Les bull-dogs s'esclaffent quand ils le voient, les bergers allemands tirent sur leurs laisses en aboyant très fort, et Claudine, la serveuse du 'Brazza' me demande d'un air qui ne réussit pas à camoufler son étonnement : "Qu'est ce que je lui sers, à celui-là ?"

Oui, dans cette petite ville, mon compagnon suscite de la surprise, surtout ce vendredi soir. Ce jour-là, Isaïe apporte un soin extrême à sa toilette, à l'aide de ses lèvres et de ses dents, se grattant le ventre et surtout ses jambes avant, les articulations des genoux et ses sabots qu'il lui arrive de fourbir de sa langue.
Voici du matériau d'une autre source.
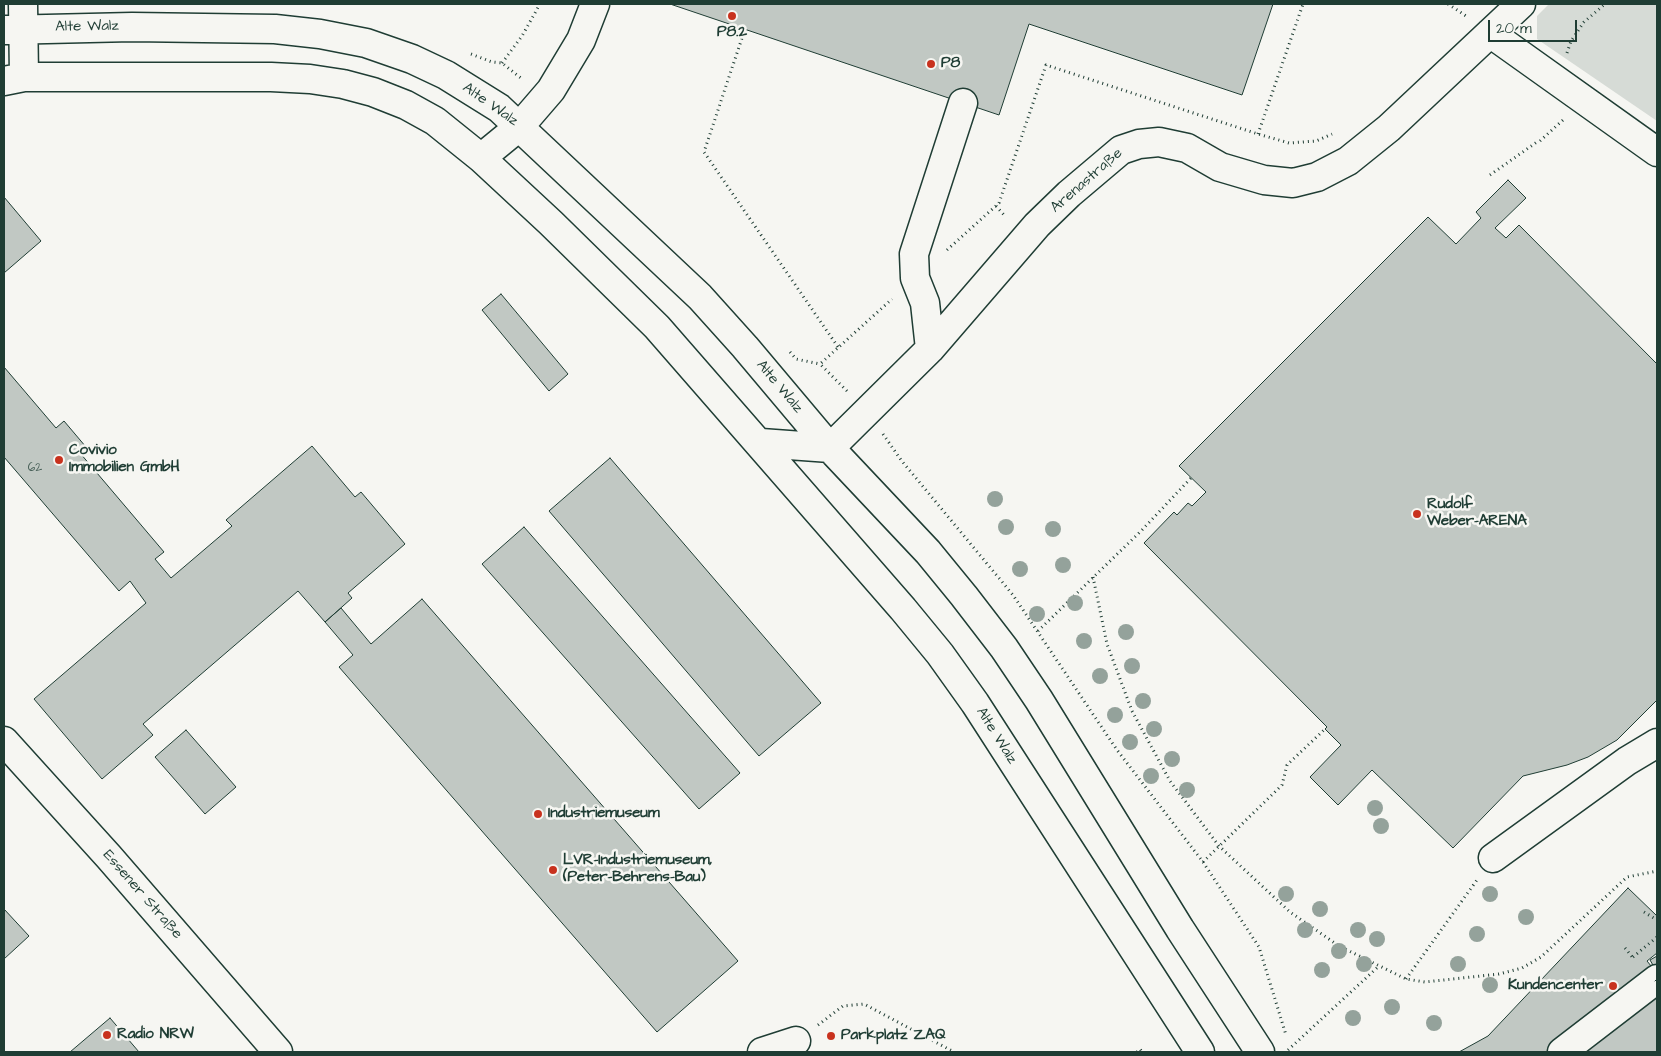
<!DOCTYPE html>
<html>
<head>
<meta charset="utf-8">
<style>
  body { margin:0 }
  #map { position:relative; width:1661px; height:1056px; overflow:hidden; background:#f6f6f2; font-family:"Architects Daughter",sans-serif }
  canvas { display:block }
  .frame { position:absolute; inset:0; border:5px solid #1f3d34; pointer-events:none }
  .scale { position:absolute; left:1488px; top:20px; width:89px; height:22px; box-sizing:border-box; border:2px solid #1f3d34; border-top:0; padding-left:6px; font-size:15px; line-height:18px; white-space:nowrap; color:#1f3d34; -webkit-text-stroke:4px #f6f6f2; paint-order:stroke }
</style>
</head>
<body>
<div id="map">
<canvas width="1661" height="1056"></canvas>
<div class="frame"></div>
<div class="scale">20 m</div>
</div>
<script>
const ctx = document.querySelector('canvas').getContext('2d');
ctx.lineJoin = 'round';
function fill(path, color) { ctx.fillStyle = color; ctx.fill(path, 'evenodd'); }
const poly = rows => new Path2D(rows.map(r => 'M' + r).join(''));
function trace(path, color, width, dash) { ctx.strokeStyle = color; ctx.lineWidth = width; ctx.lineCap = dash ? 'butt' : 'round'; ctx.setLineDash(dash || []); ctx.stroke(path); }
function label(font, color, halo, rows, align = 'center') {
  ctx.font = font + ' "Architects Daughter",sans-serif'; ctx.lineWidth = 5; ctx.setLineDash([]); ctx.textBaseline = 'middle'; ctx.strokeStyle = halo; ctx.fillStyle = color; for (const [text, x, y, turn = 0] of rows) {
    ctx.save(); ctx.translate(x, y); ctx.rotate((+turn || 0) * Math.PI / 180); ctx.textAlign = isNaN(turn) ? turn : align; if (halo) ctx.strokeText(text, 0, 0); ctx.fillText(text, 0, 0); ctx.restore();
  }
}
const green = poly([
  [1549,4,1657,4,1657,121,1537,39,1537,16]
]);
const building = poly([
  [670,4,1273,4,1242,95,1029,24,999,115,670,4],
  [1508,180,1526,198,1495,228,1506,238,1519,225,1657,364,1657,700,1617,740,1588,757,1567,765,1523,776,1453,848,1372,770,1338,805,1310,777,1341,745,1325,729,1327,727,1144,543,1174,512,1177,515,1188,503,1192,506,1206,492,1179,466,1428,217,1456,244,1481,218,1476,212,1508,180],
  [4,197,41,241,4,273,4,197],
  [501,294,568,374,549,391,482,310,501,294],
  [4,367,56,428,64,421,86,447,80,453,164,552,155,559,171,578,232,526,226,520,312,446,355,497,361,492,405,544,348,593,352,598,325,622,298,591,143,724,153,735,102,779,34,699,146,603,130,581,119,591,4,457,4,367],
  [610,458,821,703,759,756,549,511,610,458],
  [524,527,740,773,699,809,482,564,524,527],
  [422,599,738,961,657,1032,339,667,353,655,325,622,341,608,371,644,422,599],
  [186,730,236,787,205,814,155,757,186,730],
  [1628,888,1657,916,1657,956,1650,960,1657,972,1657,1052,1459,1052,1488,1036,1628,888],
  [4,909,29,936,4,959,4,909],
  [1657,953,1657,971,1656,972,1647,961,1657,953],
  [110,1018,139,1052,70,1052,110,1018]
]);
const path = poly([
  [1448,4,1466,16],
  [745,29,704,152,838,347],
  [1567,53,1571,41,1584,22,1605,4],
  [471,54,492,62,502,63,522,79],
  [502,63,522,36,540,4],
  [1258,134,1303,4],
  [1540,141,1563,120],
  [1490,175,1537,142],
  [996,206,1006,217],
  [947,250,999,203,1046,65,1258,134,1289,143,1316,141,1332,134],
  [790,352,796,359,820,364],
  [847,391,820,364,892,299],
  [883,434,901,460,1013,595,1117,750,1203,862,1259,947,1286,1035],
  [1093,577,1107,644,1132,711,1170,781,1219,846,1290,912,1339,946,1406,979,1425,982,1499,974,1522,968,1541,957,1627,877,1657,871],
  [1038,631,1142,530,1191,478],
  [1203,862,1282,785,1287,765,1325,729],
  [1644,912,1657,920],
  [1625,948,1633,958],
  [1633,957,1657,937],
  [1406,979,1477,880],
  [818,1025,843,1006,864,1004,954,1052],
  [1288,1050,1379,966],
  [1137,1052,1140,1049,1142,1052]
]);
const minor = poly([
  [23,4,24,77],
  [4,30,132,27,275,29,320,34,366,43,412,59,446,75,499,108,700,297,745,347,830,448,928,552,964,596,1004,648,1039,700,1180,929,1260,1052],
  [1490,33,1657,152],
  [4,81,24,77,271,77,310,79,343,84,373,92,406,105,435,121,481,158,551,223,657,327,903,609,940,654,975,703,1200,1052],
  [481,158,520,126,551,90,581,40,595,4],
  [930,349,925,303,915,278,914,254,963,103],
  [761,443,830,448],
  [830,448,930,349,1037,225,1069,194,1121,150,1139,144,1159,142,1187,148,1220,167,1264,180,1293,183,1317,177,1348,161,1389,128,1521,4],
  [1493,858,1627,761,1657,743],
  [762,1052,796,1041],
  [1562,1052,1657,979]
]);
const major = poly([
  [4,741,109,857,278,1052]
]);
const tram = poly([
  [1655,981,1657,979]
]);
const trees = [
  [995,499],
  [1006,527],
  [1053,529],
  [1063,565],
  [1020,569],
  [1075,603],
  [1037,614],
  [1126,632],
  [1084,641],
  [1132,666],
  [1100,676],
  [1143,701],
  [1115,715],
  [1154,729],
  [1130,742],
  [1172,759],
  [1151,776],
  [1187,790],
  [1375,808],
  [1381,826],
  [1286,894],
  [1490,894],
  [1320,909],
  [1526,917],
  [1305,930],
  [1358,930],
  [1477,934],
  [1377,939],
  [1339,951],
  [1364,964],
  [1458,964],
  [1322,970],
  [1490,985],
  [1392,1007],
  [1353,1018],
  [1434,1023]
];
const markers = [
  [732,16,5,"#c8321e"],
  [931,64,5,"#c8321e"],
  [59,460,5,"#c8321e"],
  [1417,514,5,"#c8321e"],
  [538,814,5,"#c8321e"],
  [553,870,5,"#c8321e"],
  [1613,986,5,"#c8321e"],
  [107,1035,5,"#c8321e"],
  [831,1036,5,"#c8321e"]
];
const numberNames = [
  ["62",35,468]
];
const streetNames = [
  ["Alte Walz",87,27,-1],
  ["Alte Walz",490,105,35],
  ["Arenastraße",1087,181,-41],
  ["Alte Walz",779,387,50],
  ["Alte Walz",996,736,58],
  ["Essener Straße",142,895,49]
];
const poiNames = [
  ["P8.2",732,33,"center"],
  ["P8",941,64],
  ["Covivio",69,451],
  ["Immobilien GmbH",69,468],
  ["Rudolf",1427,505],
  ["Weber-ARENA",1427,522],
  ["Industriemuseum",548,814],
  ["LVR-Industriemuseum,",563,861],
  ["(Peter-Behrens-Bau)",563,878],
  ["Kundencenter",1603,986,"right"],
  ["Radio NRW",117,1035],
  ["Parkplatz ZAQ",841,1036]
];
fill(green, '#d6dbd6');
fill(building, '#c1c8c3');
trace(building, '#1f3d34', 1);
trace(minor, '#1f3d34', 31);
trace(major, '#1f3d34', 31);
trace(path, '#1f3d34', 3, [1, 4]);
trace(minor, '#f6f6f2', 28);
trace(major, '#f6f6f2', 28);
trace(tram, '#1f3d34', 1);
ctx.fillStyle = '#94a29b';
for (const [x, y] of trees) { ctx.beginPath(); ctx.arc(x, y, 8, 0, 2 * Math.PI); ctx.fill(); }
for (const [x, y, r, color] of markers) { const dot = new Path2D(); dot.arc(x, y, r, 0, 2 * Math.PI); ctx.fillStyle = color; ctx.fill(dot); trace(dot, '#f6f6f2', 2); }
label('12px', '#486058', null, numberNames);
label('15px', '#1f3d34', '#f6f6f2', streetNames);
label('bold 15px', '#1f3d34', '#f6f6f2', poiNames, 'left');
</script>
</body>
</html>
Après quoi, moi aidant, il enfile, toujours sur les jambes avant, des pantalons de flanelle vert clair, attachés par des bretelles qui fort gracieusement lui entourent le cou et dont la couleur vermeille est en parfaite harmonie avec la cravate ocre parsemée de petites étoiles jaunes qui divise en deux le galbe mâle de sa poitrine hirsute. A cela s'ajoute le charme d'un chapeau de paille dont il se coiffe, lequel est percé de deux trous pour laisser librement se déployer ses oreilles très grandes, très attentives et en sempiternelle agitation, sensibles au moindre souffle de vent ou d'émotion, de rejet ou de tendresse qui traverse un lieu, une rue, un cerveau pendant une fraction de seconde. Le chapeau une fois mis en place, il s'avère difficile de perfectionner ses atours de soirée par des lunettes qui à la fois serviraient à atténuer sa myopie innée et à indiquer, par le chemin du symbole, les facultés de clairvoyance dont Isaïe, pour quiconque l'approche à âme et cœur ouverts, se révèle être pourvu.

En tant que serveuse, Claudine a l'habitude de bien protéger et son âme et son cœur, et certaines des moues qu'elle sait faire sont vouées exclusivement à cette fin-là.
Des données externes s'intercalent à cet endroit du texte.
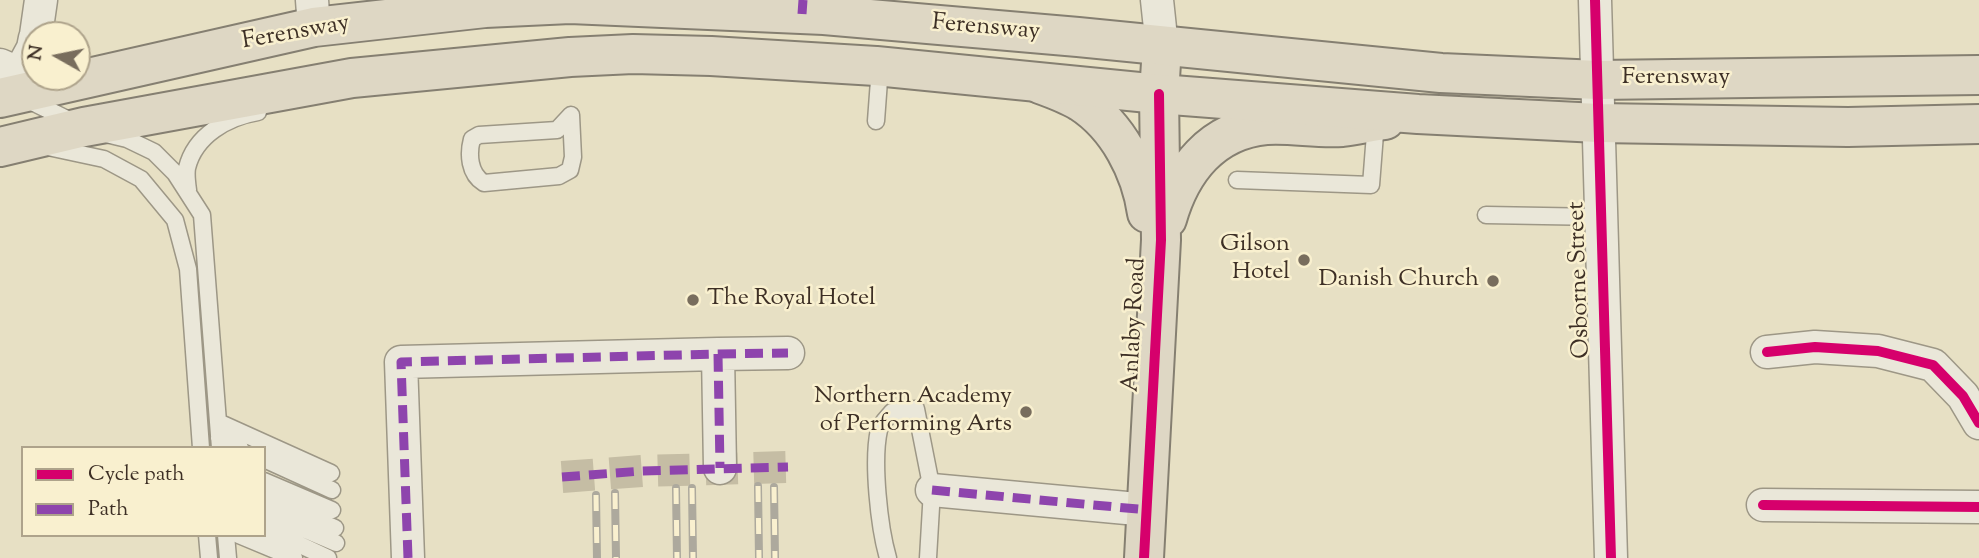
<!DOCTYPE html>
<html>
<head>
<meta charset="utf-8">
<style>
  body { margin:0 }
  #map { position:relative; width:1979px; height:558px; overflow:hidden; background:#e7e0c4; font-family:"Sorts Mill Goudy",serif }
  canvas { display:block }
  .legend { position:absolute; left:21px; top:446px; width:245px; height:91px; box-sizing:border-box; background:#f9f0cf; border:2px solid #aea38b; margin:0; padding:9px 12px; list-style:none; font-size:21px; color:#3d2f25 }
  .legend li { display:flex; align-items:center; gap:14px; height:35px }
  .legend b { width:35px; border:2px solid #aea38b }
  .north { position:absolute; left:21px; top:21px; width:70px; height:70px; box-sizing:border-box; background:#f9f0cf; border:2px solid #aea38b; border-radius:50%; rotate:279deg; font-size:19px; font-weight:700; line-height:28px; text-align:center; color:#3d2f25 }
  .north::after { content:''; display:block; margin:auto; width:24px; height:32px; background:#786d5d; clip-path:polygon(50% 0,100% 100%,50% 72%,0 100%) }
</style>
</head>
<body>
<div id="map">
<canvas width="1979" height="558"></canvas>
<ul class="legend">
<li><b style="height:9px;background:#d6006c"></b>Cycle path</li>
<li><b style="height:9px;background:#8e44ad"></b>Path</li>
</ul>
<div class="north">N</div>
</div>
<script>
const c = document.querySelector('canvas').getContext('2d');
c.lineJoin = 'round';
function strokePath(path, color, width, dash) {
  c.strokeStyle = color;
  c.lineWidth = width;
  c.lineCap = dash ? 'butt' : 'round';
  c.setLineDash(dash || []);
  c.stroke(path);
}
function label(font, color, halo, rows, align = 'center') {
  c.font = font + ' "Sorts Mill Goudy",serif';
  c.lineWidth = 5;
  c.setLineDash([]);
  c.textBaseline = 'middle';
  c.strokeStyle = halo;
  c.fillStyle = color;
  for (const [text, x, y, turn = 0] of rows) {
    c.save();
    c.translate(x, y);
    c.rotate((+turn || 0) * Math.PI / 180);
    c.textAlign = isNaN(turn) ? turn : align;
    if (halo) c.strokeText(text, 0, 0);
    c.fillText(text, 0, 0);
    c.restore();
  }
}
const streetTunnel = new Path2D(`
  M562 477 642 471 788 467`);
const lane = new Path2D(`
  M26 99 75 123
  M571 115 573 157 570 170 559 176 484 183C469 174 468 154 472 139L479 135 557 130Z
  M876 121 880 67
  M106 134 127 139 154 152 175 173 202 215 220 448
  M48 147 104 159 141 179 175 220 188 269 201 448
  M1237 180 1371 185 1376 121
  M188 190C187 183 186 174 187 168 195 135 228 117 258 112
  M1486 215 1601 217
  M218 422 331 473
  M219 438 240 448
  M264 459 332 490
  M264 481 332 510
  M264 497 335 528
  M264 512 336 543
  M264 528 328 558
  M207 535 209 558
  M226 535 228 558
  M239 535 294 558
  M888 558C879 527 872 461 879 430 881 423 888 417 892 412L916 409 932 490 928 558`);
const street = new Path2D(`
  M312 0 314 27
  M1157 0 1162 47
  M1595 0 1611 558
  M36 35 41 0
  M0 65 51 87
  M20 72 33 48 35 38
  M1767 352 1815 347 1878 351 1933 365 1963 396 1979 423
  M718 354 788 353
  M932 490 1148 510
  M1763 505 1979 507
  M408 558 401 362 718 354 720 468`);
const primary = new Path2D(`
  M1040 84C1054 89 1068 94 1081 102 1118 126 1141 171 1147 213
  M1167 219C1181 170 1212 130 1266 125 1291 123 1317 129 1342 127 1356 125 1371 122 1385 120
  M1144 558 1161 240 1159 94 1162 47`);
const highway = new Path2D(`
  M0 98 314 27 485 8 570 4 824 15 1078 37 1441 73 1598 80 1979 75
  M0 147 84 127 352 78 570 57 633 54 711 56 876 66 1159 94 1418 114 1598 123 1848 127 1979 124`);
const rail = new Path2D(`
  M758 486 759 558
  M774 487 775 558
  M676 488 677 558
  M692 488 693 558
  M615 493 616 558
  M596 495 597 558`);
const quiet = new Path2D(`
  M802 14 803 0
  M718 354 788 353
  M562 477 642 471 788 467
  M932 490 1148 510
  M408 558 401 362 718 354 720 468`);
const cycleway = new Path2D(`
  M1595 0 1611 558
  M1767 352 1815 347 1878 351 1933 365 1963 396 1979 423
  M1763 505 1979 507
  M1144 558 1161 240 1159 94`);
const markers = [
  [1304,260,7,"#786d5d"],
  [1493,281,7,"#786d5d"],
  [693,300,7,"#786d5d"],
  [1026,412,7,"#786d5d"]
];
const streetNames = [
  ["Ferensway",986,29,5],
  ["Ferensway",296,34,-10],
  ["Ferensway",1676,79],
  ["Osborne Street",1581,280,-92],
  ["Anlaby Road",1136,325,-87]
];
const poiNames = [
  ["Gilson",1290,246],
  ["Hotel",1290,274],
  ["Danish Church",1479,281],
  ["The Royal Hotel",707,300,"left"],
  ["Northern Academy",1012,398],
  ["of Performing Arts",1012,426]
];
strokePath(streetTunnel, '#c5bda4', 32, [32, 16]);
strokePath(lane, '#9d9786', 19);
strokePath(street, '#9d9786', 35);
strokePath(primary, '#857f71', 42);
strokePath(highway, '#857f71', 42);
strokePath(lane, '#eae7d9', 16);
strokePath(street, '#eae7d9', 32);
strokePath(primary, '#ded7c4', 38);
strokePath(highway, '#ded7c4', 38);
strokePath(rail, '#ada99d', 8);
strokePath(rail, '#f9f0cf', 5, [16]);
strokePath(quiet, '#8e44ad', 9, [18, 9]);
strokePath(cycleway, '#d6006c', 10);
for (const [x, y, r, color] of markers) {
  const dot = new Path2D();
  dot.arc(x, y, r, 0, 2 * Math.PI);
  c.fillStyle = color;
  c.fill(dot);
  strokePath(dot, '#f9f0cf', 2.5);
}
label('24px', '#3d2f25', '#f9f0cf', streetNames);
label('24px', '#3d2f25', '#f9f0cf', poiNames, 'right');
</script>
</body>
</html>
Isaïe lui fait clairement savoir, d'un mouvement bien précis de la tête, qu'il préfère la Saint-Yorre à la Badoit. Installé sur la terrasse, au milieu des chaises et des tables, il boit à grosses lampées dans le seau d'étain que Claudine, bien à contrecœur, a fini par lui apporter. Pour manger, il désire des carottes toutes crues. Claudine lui fait savoir que ce produit ne figure pas sur la carte, et d'ailleurs : Est-ce qu'il ne lui en faudrait pas des kilos ? Si Monsieur l'âne pouvait choisir autre chose ? Sinon elle lui conseille de bien vouloir changer d'établissement et de se rendre en un lieu où dînent ses pareils.

Isaïe lève son museau vers le menu, puis vers cette main blanche impatiente de faire bouger le stylo sous l'impulsion de commandes importantes. Ce n'est que pour faire plaisir à Claudine qu'il a bien voulu exprimer un désir de consommation. Car il n'a pas vraiment faim, de ces faims physiques qui à un rythme mortifiant de pendule intestinale tracassent nous autres, les êtres en chair et en os. D'un regard de ses yeux myopes et indulgents il scrute attentivement la personne devant lui pour ensuite retrousser ses lèvres - ce qui, sur un visage d'âne, équivaut à un sourire amical.

Comment expliquer à cette jeune femme prise si intimement dans les filets des réalités planétaires que dans les circuits interstellaires qu'habite Isaïe la question pitance quotidienne n'est pas de première urgence ? Toujours est-il que ce regard et ce sourire semblent rasséréner Claudine au point de la réconcilier un peu avec la présence de ce client si peu habituel.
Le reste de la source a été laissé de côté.